## Task prompt
Nothing in the entries below may be altered; print them as they stand.

------------------------------------------------

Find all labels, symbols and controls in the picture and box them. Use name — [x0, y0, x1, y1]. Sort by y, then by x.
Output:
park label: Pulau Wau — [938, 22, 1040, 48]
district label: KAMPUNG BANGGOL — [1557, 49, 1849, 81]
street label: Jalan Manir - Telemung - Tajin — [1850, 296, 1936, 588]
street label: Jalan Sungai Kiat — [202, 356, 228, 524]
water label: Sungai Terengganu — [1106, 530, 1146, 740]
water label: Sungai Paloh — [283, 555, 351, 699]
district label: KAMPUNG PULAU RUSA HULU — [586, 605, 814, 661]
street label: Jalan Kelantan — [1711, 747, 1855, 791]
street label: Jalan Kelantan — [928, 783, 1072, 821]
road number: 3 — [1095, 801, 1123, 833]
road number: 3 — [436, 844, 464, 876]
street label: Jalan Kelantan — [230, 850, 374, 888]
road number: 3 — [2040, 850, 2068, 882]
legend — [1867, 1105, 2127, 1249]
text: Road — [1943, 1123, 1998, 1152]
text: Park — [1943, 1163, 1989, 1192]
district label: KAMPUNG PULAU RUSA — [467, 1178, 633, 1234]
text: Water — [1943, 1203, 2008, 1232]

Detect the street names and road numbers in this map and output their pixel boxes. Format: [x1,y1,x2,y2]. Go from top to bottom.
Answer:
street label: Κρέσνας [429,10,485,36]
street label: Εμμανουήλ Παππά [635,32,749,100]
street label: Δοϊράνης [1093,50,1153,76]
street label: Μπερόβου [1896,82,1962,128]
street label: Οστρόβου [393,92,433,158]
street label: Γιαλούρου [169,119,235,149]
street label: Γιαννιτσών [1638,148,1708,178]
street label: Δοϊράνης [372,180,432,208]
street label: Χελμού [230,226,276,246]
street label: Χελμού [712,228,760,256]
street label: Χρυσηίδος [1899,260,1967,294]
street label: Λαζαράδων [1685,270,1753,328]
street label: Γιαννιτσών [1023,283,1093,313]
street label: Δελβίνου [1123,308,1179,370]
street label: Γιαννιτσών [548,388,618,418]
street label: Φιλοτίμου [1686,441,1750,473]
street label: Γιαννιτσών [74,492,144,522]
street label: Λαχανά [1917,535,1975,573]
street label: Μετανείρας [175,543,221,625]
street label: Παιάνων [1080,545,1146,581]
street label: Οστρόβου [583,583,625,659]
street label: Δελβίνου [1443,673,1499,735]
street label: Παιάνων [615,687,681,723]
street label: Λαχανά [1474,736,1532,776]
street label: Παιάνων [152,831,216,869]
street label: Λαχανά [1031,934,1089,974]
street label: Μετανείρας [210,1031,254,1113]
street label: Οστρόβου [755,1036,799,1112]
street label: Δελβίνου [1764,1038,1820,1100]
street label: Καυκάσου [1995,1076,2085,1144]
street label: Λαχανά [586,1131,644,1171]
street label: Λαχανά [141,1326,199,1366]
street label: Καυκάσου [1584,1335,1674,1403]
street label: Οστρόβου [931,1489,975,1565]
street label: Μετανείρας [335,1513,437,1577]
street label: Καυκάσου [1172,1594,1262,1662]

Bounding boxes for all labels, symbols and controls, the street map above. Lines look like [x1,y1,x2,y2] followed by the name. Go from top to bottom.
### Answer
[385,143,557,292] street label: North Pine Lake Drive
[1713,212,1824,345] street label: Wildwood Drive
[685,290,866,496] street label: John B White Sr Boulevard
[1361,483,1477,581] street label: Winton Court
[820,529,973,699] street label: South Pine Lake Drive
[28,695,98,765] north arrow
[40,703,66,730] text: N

------------------------------------------------

## Response
Find all labels, symbols and controls in the picture and box them. Use name — [x0, y0, x1, y1]. Sort by y, then by x.
Output:
park label: Pulau Wau — [938, 22, 1040, 48]
district label: KAMPUNG BANGGOL — [1557, 49, 1849, 81]
street label: Jalan Manir - Telemung - Tajin — [1850, 296, 1936, 588]
street label: Jalan Sungai Kiat — [202, 356, 228, 524]
water label: Sungai Terengganu — [1106, 530, 1146, 740]
water label: Sungai Paloh — [283, 555, 351, 699]
district label: KAMPUNG PULAU RUSA HULU — [586, 605, 814, 661]
street label: Jalan Kelantan — [1711, 747, 1855, 791]
street label: Jalan Kelantan — [928, 783, 1072, 821]
road number: 3 — [1095, 801, 1123, 833]
road number: 3 — [436, 844, 464, 876]
street label: Jalan Kelantan — [230, 850, 374, 888]
road number: 3 — [2040, 850, 2068, 882]
legend — [1867, 1105, 2127, 1249]
text: Road — [1943, 1123, 1998, 1152]
text: Park — [1943, 1163, 1989, 1192]
district label: KAMPUNG PULAU RUSA — [467, 1178, 633, 1234]
text: Water — [1943, 1203, 2008, 1232]

Detect the street names and road numbers in this map and output their pixel boxes. Format: [x1,y1,x2,y2]. Go from top to bottom.
Answer:
street label: Κρέσνας [429,10,485,36]
street label: Εμμανουήλ Παππά [635,32,749,100]
street label: Δοϊράνης [1093,50,1153,76]
street label: Μπερόβου [1896,82,1962,128]
street label: Οστρόβου [393,92,433,158]
street label: Γιαλούρου [169,119,235,149]
street label: Γιαννιτσών [1638,148,1708,178]
street label: Δοϊράνης [372,180,432,208]
street label: Χελμού [230,226,276,246]
street label: Χελμού [712,228,760,256]
street label: Χρυσηίδος [1899,260,1967,294]
street label: Λαζαράδων [1685,270,1753,328]
street label: Γιαννιτσών [1023,283,1093,313]
street label: Δελβίνου [1123,308,1179,370]
street label: Γιαννιτσών [548,388,618,418]
street label: Φιλοτίμου [1686,441,1750,473]
street label: Γιαννιτσών [74,492,144,522]
street label: Λαχανά [1917,535,1975,573]
street label: Μετανείρας [175,543,221,625]
street label: Παιάνων [1080,545,1146,581]
street label: Οστρόβου [583,583,625,659]
street label: Δελβίνου [1443,673,1499,735]
street label: Παιάνων [615,687,681,723]
street label: Λαχανά [1474,736,1532,776]
street label: Παιάνων [152,831,216,869]
street label: Λαχανά [1031,934,1089,974]
street label: Μετανείρας [210,1031,254,1113]
street label: Οστρόβου [755,1036,799,1112]
street label: Δελβίνου [1764,1038,1820,1100]
street label: Καυκάσου [1995,1076,2085,1144]
street label: Λαχανά [586,1131,644,1171]
street label: Λαχανά [141,1326,199,1366]
street label: Καυκάσου [1584,1335,1674,1403]
street label: Οστρόβου [931,1489,975,1565]
street label: Μετανείρας [335,1513,437,1577]
street label: Καυκάσου [1172,1594,1262,1662]

Bounding boxes for all labels, symbols and controls, the street map above. Lines look like [x1,y1,x2,y2] followed by the name. Go from top to bottom.
### Answer
[385,143,557,292] street label: North Pine Lake Drive
[1713,212,1824,345] street label: Wildwood Drive
[685,290,866,496] street label: John B White Sr Boulevard
[1361,483,1477,581] street label: Winton Court
[820,529,973,699] street label: South Pine Lake Drive
[28,695,98,765] north arrow
[40,703,66,730] text: N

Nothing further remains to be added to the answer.